Across the data below, in how many lines does the word "halo" appear? Give only the number.

(Extracted records)
BEGIN

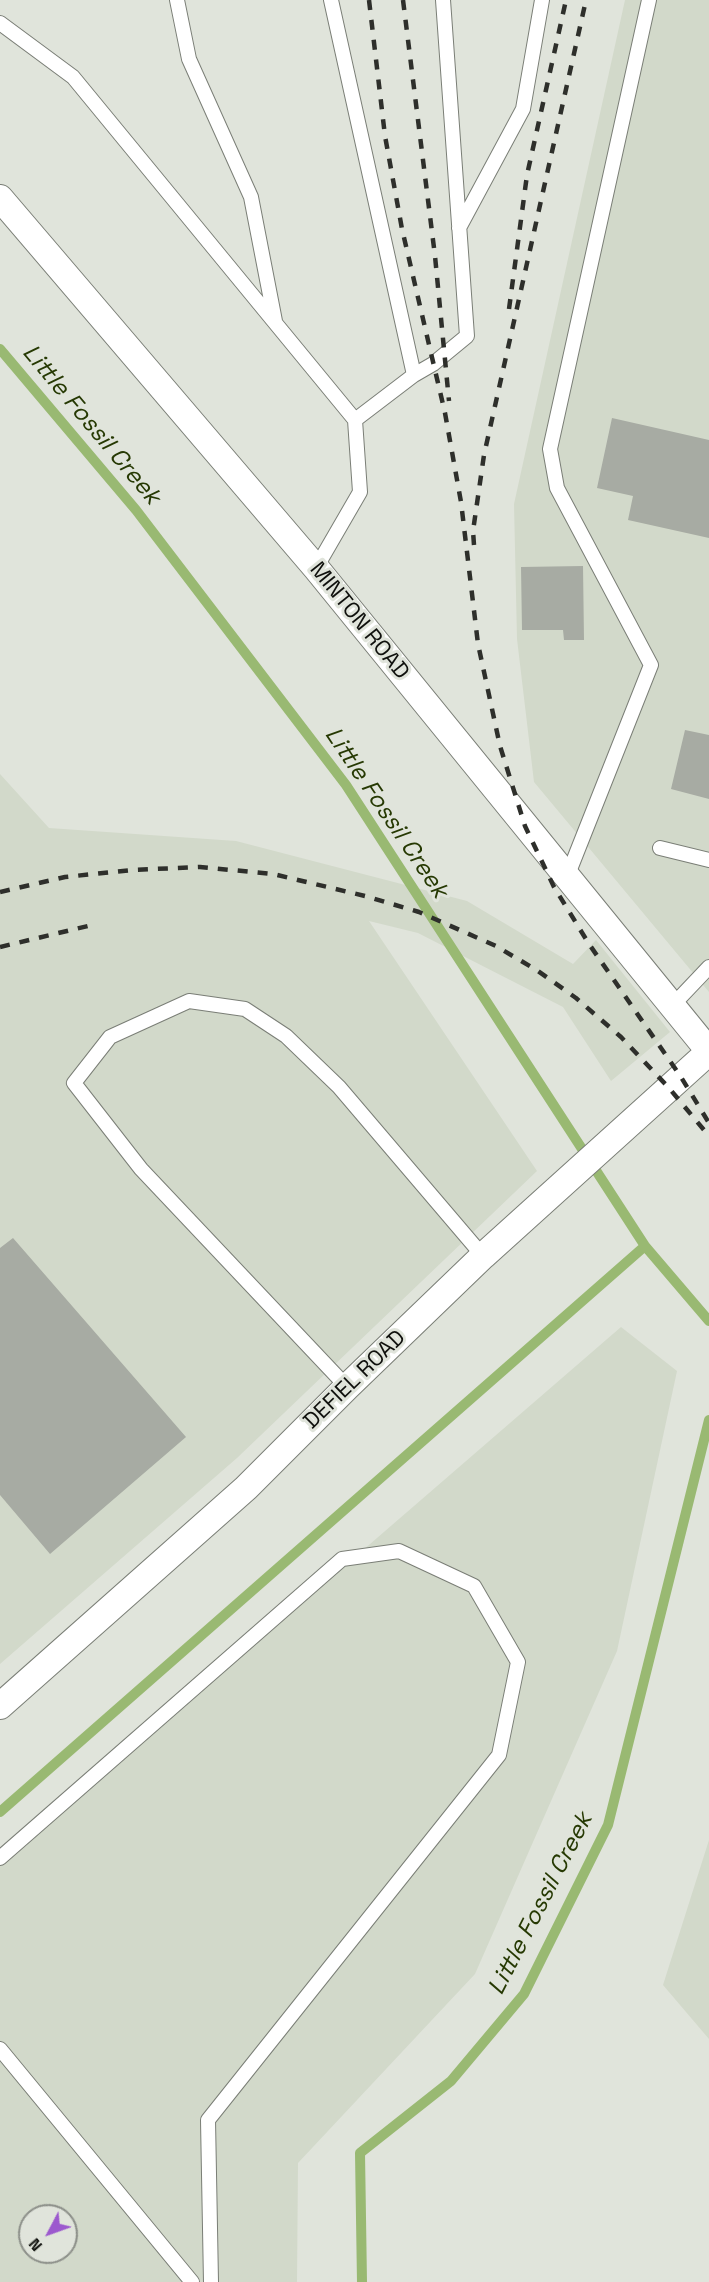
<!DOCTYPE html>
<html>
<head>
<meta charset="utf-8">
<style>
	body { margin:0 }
	#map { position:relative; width:709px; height:2282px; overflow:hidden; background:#e0e4db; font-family:"Space Grotesk",sans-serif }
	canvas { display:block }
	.north { position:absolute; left:18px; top:2204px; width:60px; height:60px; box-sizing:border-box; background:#e0e4db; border:2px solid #8c8f89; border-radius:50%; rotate:229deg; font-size:16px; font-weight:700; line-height:24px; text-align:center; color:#0f100d }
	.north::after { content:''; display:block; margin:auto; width:21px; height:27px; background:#9c59ce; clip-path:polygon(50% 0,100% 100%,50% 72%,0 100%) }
</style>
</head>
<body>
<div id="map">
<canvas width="709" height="2282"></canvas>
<div class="north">N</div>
</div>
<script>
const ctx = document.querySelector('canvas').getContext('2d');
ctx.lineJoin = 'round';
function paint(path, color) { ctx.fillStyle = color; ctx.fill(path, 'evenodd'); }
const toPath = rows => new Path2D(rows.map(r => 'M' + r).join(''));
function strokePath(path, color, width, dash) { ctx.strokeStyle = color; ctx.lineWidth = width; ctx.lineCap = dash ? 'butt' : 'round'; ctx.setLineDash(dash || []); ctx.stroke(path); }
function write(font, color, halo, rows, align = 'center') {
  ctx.font = font + ' "Space Grotesk",sans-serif'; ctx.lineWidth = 6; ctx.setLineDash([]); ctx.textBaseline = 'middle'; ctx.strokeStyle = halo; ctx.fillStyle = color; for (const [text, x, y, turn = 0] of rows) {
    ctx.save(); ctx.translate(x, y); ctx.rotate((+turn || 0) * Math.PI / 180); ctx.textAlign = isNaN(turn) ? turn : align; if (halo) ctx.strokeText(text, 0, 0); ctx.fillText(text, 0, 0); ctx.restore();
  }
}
const built = toPath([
	[625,0,709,0,709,992,534,782,517,639,514,504],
	[0,774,49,828,236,841,467,901,573,964,596,940,670,1032,611,1081,563,1007,418,933,369,921,537,1171,237,1458,0,1664],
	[621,1327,677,1371,617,1651,475,1974,298,2163,297,2282,0,2282,0,1864],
	[30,2216,66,2216,66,2252,30,2252],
	[709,1840,709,2039,663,1985]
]);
const stream = toPath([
	[0,349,136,510,346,785,645,1246,709,1321],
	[0,1812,645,1246],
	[362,2282,360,2153,451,2081,524,1994,608,1825,709,1420]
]);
const building = toPath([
	[612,418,709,440,709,538,628,520,633,496,597,488],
	[583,566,584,640,564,640,563,630,522,630,521,567],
	[685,730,709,735,709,799,671,789],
	[13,1238,186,1437,50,1554,0,1495,0,1248]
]);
const lane = toPath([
	[177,0,189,59,251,197,275,321],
	[331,0,414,375],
	[0,23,73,77,355,420,360,492,316,568],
	[459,228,523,109,542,0],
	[355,420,414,375,433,364,467,336,443,0],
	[660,848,709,860],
	[567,877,651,665,557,488,550,449,649,0],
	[672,1006,709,967],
	[347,1387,141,1169,74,1083,110,1037,189,1001,245,1009,286,1036,339,1087,483,1256],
	[0,1858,342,1559,399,1551,474,1586,518,1662,499,1755,208,2120,211,2282],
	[0,2049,192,2282]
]);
const street = toPath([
	[0,198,316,568,709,1051],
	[0,1706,246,1488,347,1387,483,1256,709,1052]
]);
const rail = toPath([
	[369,0,385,136,402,229,445,413,461,502,478,644,500,746,525,826,554,887,589,944,681,1077,709,1123],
	[403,0,435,256,449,401],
	[509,309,527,175,566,0],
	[474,545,473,531,484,455,586,0],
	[0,892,65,877,132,870,200,867,273,874,365,896,419,912,496,946,538,971,576,998,621,1037,669,1088,709,1136],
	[0,947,92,925]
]);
const streetNames = [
	["MINTON ROAD",359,621,51],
	["DEFIEL ROAD",355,1380,-44]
];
const waterNames = [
	["Little Fossil Creek",91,425,50],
	["Little Fossil Creek",386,813,56],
	["Little Fossil Creek",541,1904,-63]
];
paint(built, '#d2d9ca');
strokePath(stream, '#99b972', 10);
paint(building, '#a7aba3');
strokePath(lane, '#7a7e76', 16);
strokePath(street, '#7a7e76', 28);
strokePath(lane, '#fff', 14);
strokePath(street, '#fff', 26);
strokePath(rail, '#2e2f2b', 4.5, [10, 10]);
write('22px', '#0f100d', '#e0e4db', streetNames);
write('italic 24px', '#263903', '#e0e4db', waterNames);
</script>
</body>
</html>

END

Written solution =
3